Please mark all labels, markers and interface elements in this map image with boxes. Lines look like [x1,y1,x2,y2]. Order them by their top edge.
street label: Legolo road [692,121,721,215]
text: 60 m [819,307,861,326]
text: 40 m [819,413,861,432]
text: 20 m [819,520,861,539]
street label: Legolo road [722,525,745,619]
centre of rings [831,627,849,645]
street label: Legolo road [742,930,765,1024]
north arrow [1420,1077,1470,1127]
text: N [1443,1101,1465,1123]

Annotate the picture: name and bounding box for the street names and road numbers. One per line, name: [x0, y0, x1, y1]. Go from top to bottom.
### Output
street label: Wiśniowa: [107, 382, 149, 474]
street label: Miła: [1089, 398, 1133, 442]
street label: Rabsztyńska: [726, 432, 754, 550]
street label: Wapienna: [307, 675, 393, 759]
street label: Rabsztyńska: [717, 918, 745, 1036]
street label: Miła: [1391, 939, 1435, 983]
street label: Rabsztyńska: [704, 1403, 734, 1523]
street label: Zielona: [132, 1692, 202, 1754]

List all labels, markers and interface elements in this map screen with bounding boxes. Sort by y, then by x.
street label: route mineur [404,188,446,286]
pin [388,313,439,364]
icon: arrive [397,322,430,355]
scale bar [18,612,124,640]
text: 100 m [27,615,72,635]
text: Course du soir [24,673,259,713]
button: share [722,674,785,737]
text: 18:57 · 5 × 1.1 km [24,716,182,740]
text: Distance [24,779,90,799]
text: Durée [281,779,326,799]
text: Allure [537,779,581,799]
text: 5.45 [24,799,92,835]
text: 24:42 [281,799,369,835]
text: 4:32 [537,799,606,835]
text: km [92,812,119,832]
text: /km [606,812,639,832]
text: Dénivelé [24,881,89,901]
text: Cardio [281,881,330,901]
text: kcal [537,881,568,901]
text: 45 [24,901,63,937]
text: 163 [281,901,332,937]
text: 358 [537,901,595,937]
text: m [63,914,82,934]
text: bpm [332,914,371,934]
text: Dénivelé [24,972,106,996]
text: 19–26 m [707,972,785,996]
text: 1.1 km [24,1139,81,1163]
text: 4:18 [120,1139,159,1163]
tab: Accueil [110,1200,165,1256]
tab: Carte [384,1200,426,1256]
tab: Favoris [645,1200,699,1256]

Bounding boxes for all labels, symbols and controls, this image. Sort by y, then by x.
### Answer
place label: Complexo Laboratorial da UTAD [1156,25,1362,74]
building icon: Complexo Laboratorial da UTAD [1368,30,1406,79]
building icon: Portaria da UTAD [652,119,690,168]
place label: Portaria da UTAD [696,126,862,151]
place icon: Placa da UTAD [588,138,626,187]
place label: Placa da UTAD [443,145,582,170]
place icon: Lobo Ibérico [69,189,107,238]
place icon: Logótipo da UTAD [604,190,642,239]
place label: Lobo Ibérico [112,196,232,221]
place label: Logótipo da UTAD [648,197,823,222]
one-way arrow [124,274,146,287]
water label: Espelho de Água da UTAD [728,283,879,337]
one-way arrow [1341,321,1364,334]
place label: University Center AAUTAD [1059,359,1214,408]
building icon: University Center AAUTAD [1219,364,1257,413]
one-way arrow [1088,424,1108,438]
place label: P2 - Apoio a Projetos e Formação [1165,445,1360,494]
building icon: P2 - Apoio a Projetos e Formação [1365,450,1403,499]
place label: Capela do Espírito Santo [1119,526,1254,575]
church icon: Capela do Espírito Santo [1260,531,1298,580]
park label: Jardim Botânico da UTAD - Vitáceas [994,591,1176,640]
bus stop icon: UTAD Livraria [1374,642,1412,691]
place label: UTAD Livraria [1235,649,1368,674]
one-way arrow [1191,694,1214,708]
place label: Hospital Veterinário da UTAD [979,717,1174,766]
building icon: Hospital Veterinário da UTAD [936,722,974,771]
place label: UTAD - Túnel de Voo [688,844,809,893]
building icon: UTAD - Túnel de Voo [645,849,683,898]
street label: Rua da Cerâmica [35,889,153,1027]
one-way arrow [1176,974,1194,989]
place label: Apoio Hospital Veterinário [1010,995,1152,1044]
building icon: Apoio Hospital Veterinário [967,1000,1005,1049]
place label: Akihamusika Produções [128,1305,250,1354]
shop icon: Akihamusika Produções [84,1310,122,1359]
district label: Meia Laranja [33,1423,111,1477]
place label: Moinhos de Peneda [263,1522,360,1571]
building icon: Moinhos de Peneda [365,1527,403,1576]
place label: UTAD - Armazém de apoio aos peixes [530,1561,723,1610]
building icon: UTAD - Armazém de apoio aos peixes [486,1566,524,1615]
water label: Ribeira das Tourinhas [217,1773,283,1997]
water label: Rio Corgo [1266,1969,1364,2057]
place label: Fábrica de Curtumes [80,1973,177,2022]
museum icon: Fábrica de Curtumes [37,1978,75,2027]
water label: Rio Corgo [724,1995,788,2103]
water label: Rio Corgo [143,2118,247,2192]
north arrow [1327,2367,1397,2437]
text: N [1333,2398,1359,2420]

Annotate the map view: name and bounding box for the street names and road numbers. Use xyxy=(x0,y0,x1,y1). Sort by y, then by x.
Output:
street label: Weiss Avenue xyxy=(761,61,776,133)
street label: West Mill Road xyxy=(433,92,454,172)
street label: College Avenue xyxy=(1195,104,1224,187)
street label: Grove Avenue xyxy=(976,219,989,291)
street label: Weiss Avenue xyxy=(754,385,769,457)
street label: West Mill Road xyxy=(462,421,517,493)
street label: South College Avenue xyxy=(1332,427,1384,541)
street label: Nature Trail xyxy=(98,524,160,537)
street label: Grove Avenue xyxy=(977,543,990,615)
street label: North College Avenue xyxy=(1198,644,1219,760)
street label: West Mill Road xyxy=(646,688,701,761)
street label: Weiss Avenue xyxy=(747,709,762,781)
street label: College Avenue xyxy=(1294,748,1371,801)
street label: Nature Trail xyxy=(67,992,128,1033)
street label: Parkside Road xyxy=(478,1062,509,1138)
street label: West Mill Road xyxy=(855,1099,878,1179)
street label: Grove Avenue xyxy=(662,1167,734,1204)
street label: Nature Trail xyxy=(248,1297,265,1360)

◆ ◆ ◆ ◆

Once more, write out all the data above exactly as given.

Please mark all labels, markers and interface elements in this map image with boxes. Lines look like [x1,y1,x2,y2]. Order them by their top edge.
street label: Legolo road [692,121,721,215]
text: 60 m [819,307,861,326]
text: 40 m [819,413,861,432]
text: 20 m [819,520,861,539]
street label: Legolo road [722,525,745,619]
centre of rings [831,627,849,645]
street label: Legolo road [742,930,765,1024]
north arrow [1420,1077,1470,1127]
text: N [1443,1101,1465,1123]

Annotate the picture: name and bounding box for the street names and road numbers. One per line, name: [x0, y0, x1, y1]. Go from top to bottom.
### Output
street label: Wiśniowa: [107, 382, 149, 474]
street label: Miła: [1089, 398, 1133, 442]
street label: Rabsztyńska: [726, 432, 754, 550]
street label: Wapienna: [307, 675, 393, 759]
street label: Rabsztyńska: [717, 918, 745, 1036]
street label: Miła: [1391, 939, 1435, 983]
street label: Rabsztyńska: [704, 1403, 734, 1523]
street label: Zielona: [132, 1692, 202, 1754]

List all labels, markers and interface elements in this map screen with bounding boxes. Sort by y, then by x.
street label: route mineur [404,188,446,286]
pin [388,313,439,364]
icon: arrive [397,322,430,355]
scale bar [18,612,124,640]
text: 100 m [27,615,72,635]
text: Course du soir [24,673,259,713]
button: share [722,674,785,737]
text: 18:57 · 5 × 1.1 km [24,716,182,740]
text: Distance [24,779,90,799]
text: Durée [281,779,326,799]
text: Allure [537,779,581,799]
text: 5.45 [24,799,92,835]
text: 24:42 [281,799,369,835]
text: 4:32 [537,799,606,835]
text: km [92,812,119,832]
text: /km [606,812,639,832]
text: Dénivelé [24,881,89,901]
text: Cardio [281,881,330,901]
text: kcal [537,881,568,901]
text: 45 [24,901,63,937]
text: 163 [281,901,332,937]
text: 358 [537,901,595,937]
text: m [63,914,82,934]
text: bpm [332,914,371,934]
text: Dénivelé [24,972,106,996]
text: 19–26 m [707,972,785,996]
text: 1.1 km [24,1139,81,1163]
text: 4:18 [120,1139,159,1163]
tab: Accueil [110,1200,165,1256]
tab: Carte [384,1200,426,1256]
tab: Favoris [645,1200,699,1256]

Bounding boxes for all labels, symbols and controls, this image. Sort by y, then by x.
### Answer
place label: Complexo Laboratorial da UTAD [1156,25,1362,74]
building icon: Complexo Laboratorial da UTAD [1368,30,1406,79]
building icon: Portaria da UTAD [652,119,690,168]
place label: Portaria da UTAD [696,126,862,151]
place icon: Placa da UTAD [588,138,626,187]
place label: Placa da UTAD [443,145,582,170]
place icon: Lobo Ibérico [69,189,107,238]
place icon: Logótipo da UTAD [604,190,642,239]
place label: Lobo Ibérico [112,196,232,221]
place label: Logótipo da UTAD [648,197,823,222]
one-way arrow [124,274,146,287]
water label: Espelho de Água da UTAD [728,283,879,337]
one-way arrow [1341,321,1364,334]
place label: University Center AAUTAD [1059,359,1214,408]
building icon: University Center AAUTAD [1219,364,1257,413]
one-way arrow [1088,424,1108,438]
place label: P2 - Apoio a Projetos e Formação [1165,445,1360,494]
building icon: P2 - Apoio a Projetos e Formação [1365,450,1403,499]
place label: Capela do Espírito Santo [1119,526,1254,575]
church icon: Capela do Espírito Santo [1260,531,1298,580]
park label: Jardim Botânico da UTAD - Vitáceas [994,591,1176,640]
bus stop icon: UTAD Livraria [1374,642,1412,691]
place label: UTAD Livraria [1235,649,1368,674]
one-way arrow [1191,694,1214,708]
place label: Hospital Veterinário da UTAD [979,717,1174,766]
building icon: Hospital Veterinário da UTAD [936,722,974,771]
place label: UTAD - Túnel de Voo [688,844,809,893]
building icon: UTAD - Túnel de Voo [645,849,683,898]
street label: Rua da Cerâmica [35,889,153,1027]
one-way arrow [1176,974,1194,989]
place label: Apoio Hospital Veterinário [1010,995,1152,1044]
building icon: Apoio Hospital Veterinário [967,1000,1005,1049]
place label: Akihamusika Produções [128,1305,250,1354]
shop icon: Akihamusika Produções [84,1310,122,1359]
district label: Meia Laranja [33,1423,111,1477]
place label: Moinhos de Peneda [263,1522,360,1571]
building icon: Moinhos de Peneda [365,1527,403,1576]
place label: UTAD - Armazém de apoio aos peixes [530,1561,723,1610]
building icon: UTAD - Armazém de apoio aos peixes [486,1566,524,1615]
water label: Ribeira das Tourinhas [217,1773,283,1997]
water label: Rio Corgo [1266,1969,1364,2057]
place label: Fábrica de Curtumes [80,1973,177,2022]
museum icon: Fábrica de Curtumes [37,1978,75,2027]
water label: Rio Corgo [724,1995,788,2103]
water label: Rio Corgo [143,2118,247,2192]
north arrow [1327,2367,1397,2437]
text: N [1333,2398,1359,2420]

Annotate the map view: name and bounding box for the street names and road numbers. Use xyxy=(x0,y0,x1,y1). Sort by y, then by x.
Output:
street label: Weiss Avenue xyxy=(761,61,776,133)
street label: West Mill Road xyxy=(433,92,454,172)
street label: College Avenue xyxy=(1195,104,1224,187)
street label: Grove Avenue xyxy=(976,219,989,291)
street label: Weiss Avenue xyxy=(754,385,769,457)
street label: West Mill Road xyxy=(462,421,517,493)
street label: South College Avenue xyxy=(1332,427,1384,541)
street label: Nature Trail xyxy=(98,524,160,537)
street label: Grove Avenue xyxy=(977,543,990,615)
street label: North College Avenue xyxy=(1198,644,1219,760)
street label: West Mill Road xyxy=(646,688,701,761)
street label: Weiss Avenue xyxy=(747,709,762,781)
street label: College Avenue xyxy=(1294,748,1371,801)
street label: Nature Trail xyxy=(67,992,128,1033)
street label: Parkside Road xyxy=(478,1062,509,1138)
street label: West Mill Road xyxy=(855,1099,878,1179)
street label: Grove Avenue xyxy=(662,1167,734,1204)
street label: Nature Trail xyxy=(248,1297,265,1360)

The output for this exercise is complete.